I don’t believe in Zoom fatigue. HOWEVER…

21.37, Tuesday 29 Mar 2022

I’m sceptical about “Zoom fatigue,” which gets talked about a bunch, this idea that you get fatigued from spending a ton of time over the day on video calls.

OR RATHER what I mean is, yes, I do indeed get fatigued from a day of video calls (evidence: how I right now), but no, I don’t think it’s down to number of hours on calls specially.

My guess is that it’s about repeated and rapid changing social context.

You’re in a high bandwidth interaction (full video, full audio, conversational turn-taking, eye contact), then the call ends and you’re on your own in your room. Then high bandwidth interaction, then on your own, then high bandwidth interaction, then etc.

It’s not Zoom fatigue, it’s Zoom whiplash.

It’s a hunch. I can’t prove this.


The trick to get around this is to move smoothly up and down the gradient of social interaction intensity, never dropping below a basic floor of presence: the sense that there are other people in the same place as you.

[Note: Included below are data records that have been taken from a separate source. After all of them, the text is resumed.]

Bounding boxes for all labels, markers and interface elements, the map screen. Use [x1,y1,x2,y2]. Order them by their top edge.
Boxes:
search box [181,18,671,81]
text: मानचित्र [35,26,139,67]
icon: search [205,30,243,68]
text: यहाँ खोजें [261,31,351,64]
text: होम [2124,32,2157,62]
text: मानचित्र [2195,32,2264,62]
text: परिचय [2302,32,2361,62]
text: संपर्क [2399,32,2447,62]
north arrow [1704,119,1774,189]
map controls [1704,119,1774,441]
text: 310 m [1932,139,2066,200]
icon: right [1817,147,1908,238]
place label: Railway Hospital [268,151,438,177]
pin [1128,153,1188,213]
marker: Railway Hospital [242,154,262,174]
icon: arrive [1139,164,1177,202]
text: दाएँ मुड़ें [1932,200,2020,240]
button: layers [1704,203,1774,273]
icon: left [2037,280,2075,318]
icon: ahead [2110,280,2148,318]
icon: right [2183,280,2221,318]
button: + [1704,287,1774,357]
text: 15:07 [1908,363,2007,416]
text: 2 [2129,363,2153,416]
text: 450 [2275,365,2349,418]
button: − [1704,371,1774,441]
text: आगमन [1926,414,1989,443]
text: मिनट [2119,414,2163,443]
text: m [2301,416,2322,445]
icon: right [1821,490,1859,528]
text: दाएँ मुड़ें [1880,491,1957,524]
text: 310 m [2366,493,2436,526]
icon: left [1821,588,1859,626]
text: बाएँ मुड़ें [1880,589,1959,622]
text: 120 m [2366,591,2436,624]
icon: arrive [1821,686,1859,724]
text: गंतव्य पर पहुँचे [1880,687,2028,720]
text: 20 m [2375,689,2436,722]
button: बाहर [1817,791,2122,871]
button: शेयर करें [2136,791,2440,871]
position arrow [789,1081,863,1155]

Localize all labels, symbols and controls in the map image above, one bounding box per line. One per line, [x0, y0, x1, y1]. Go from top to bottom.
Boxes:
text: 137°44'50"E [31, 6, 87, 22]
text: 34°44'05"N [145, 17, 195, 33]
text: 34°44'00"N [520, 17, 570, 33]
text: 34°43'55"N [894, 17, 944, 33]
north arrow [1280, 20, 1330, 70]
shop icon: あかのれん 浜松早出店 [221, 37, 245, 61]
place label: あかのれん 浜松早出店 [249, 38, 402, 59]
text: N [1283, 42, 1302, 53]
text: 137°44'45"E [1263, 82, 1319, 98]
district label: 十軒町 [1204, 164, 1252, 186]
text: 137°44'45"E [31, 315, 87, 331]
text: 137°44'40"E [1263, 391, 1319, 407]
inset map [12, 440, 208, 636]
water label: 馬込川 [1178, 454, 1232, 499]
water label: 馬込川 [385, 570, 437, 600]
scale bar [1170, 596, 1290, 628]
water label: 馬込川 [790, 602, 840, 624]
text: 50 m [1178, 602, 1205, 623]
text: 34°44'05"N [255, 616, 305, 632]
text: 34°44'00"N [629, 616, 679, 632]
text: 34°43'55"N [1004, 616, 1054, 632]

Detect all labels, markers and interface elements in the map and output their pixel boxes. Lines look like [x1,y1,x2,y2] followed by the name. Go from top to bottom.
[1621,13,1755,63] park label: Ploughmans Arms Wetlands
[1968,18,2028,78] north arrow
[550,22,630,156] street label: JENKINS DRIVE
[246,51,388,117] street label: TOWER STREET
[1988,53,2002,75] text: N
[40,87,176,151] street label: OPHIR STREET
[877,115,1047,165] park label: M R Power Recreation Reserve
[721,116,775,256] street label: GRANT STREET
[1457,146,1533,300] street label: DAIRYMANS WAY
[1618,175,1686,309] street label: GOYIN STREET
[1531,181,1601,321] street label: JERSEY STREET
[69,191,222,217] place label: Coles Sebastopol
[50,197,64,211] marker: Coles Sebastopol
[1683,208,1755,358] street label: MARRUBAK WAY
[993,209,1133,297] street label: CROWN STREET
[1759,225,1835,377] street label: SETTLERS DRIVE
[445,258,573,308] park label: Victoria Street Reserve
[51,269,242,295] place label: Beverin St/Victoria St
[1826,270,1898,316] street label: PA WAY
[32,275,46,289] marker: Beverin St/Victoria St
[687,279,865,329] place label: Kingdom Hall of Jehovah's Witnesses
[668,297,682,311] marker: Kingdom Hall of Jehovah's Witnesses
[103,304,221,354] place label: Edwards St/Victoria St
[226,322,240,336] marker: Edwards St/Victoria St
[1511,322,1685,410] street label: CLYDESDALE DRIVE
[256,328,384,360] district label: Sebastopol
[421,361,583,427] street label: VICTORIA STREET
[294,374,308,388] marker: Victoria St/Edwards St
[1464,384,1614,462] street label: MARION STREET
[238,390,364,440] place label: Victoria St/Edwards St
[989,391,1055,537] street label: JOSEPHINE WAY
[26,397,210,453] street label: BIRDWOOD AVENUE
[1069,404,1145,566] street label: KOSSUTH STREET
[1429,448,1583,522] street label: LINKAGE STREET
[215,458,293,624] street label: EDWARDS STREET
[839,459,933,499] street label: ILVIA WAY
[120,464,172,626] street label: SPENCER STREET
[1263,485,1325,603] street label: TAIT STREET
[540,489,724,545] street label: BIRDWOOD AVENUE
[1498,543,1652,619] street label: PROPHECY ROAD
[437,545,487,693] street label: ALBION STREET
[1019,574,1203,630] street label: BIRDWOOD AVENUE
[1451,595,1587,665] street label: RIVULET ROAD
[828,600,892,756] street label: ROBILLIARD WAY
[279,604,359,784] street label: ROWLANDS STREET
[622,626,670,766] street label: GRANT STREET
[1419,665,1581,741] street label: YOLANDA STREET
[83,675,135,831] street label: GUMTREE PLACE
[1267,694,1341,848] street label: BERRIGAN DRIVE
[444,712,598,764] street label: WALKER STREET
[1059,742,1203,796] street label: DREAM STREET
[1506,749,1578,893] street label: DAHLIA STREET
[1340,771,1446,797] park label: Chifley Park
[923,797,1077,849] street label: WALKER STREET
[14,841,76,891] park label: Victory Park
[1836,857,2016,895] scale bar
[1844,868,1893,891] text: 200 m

Instead of having two modes, “in a call” and “on my own,” we need to think about multiple ways of being together which, minimally, could be:

  • In a video call
  • In an anteroom to a video call, hearing the sound of others
  • In a doc together
  • On my desktop but with the sense that colleagues are around

And the job of the designer is to ensure that their software ensures the existence of these different contexts, instead of having the binary on-a-call/not-on-a-call, and to design the transitions between them.

(I posted in January about lessons from architecture for the metaverse, drawing from A Pattern Language by Christopher Alexander, and that was specially about how to design this kind of smooth social gradient.)


Presence? The solution to social context whiplash.

As a baseline, ensure that the user always has a sense that other people are around. That’s all presence is.

If you have presence as a “default” then you can move up and down the social gradient quite happily.

It’s pretty easy to create a sense of presence in software:

  • Slack does it by giving you a list of your colleagues who are online, with a little green dot by whoever is active.
  • Figma does it by having moving multiplayer cursors on every webpage.

It has to be live.

HOWEVER, in solving the whiplash problem by insisting on a baseline of presence, we’ve introduced a whole new problem: being around other people is exhausting.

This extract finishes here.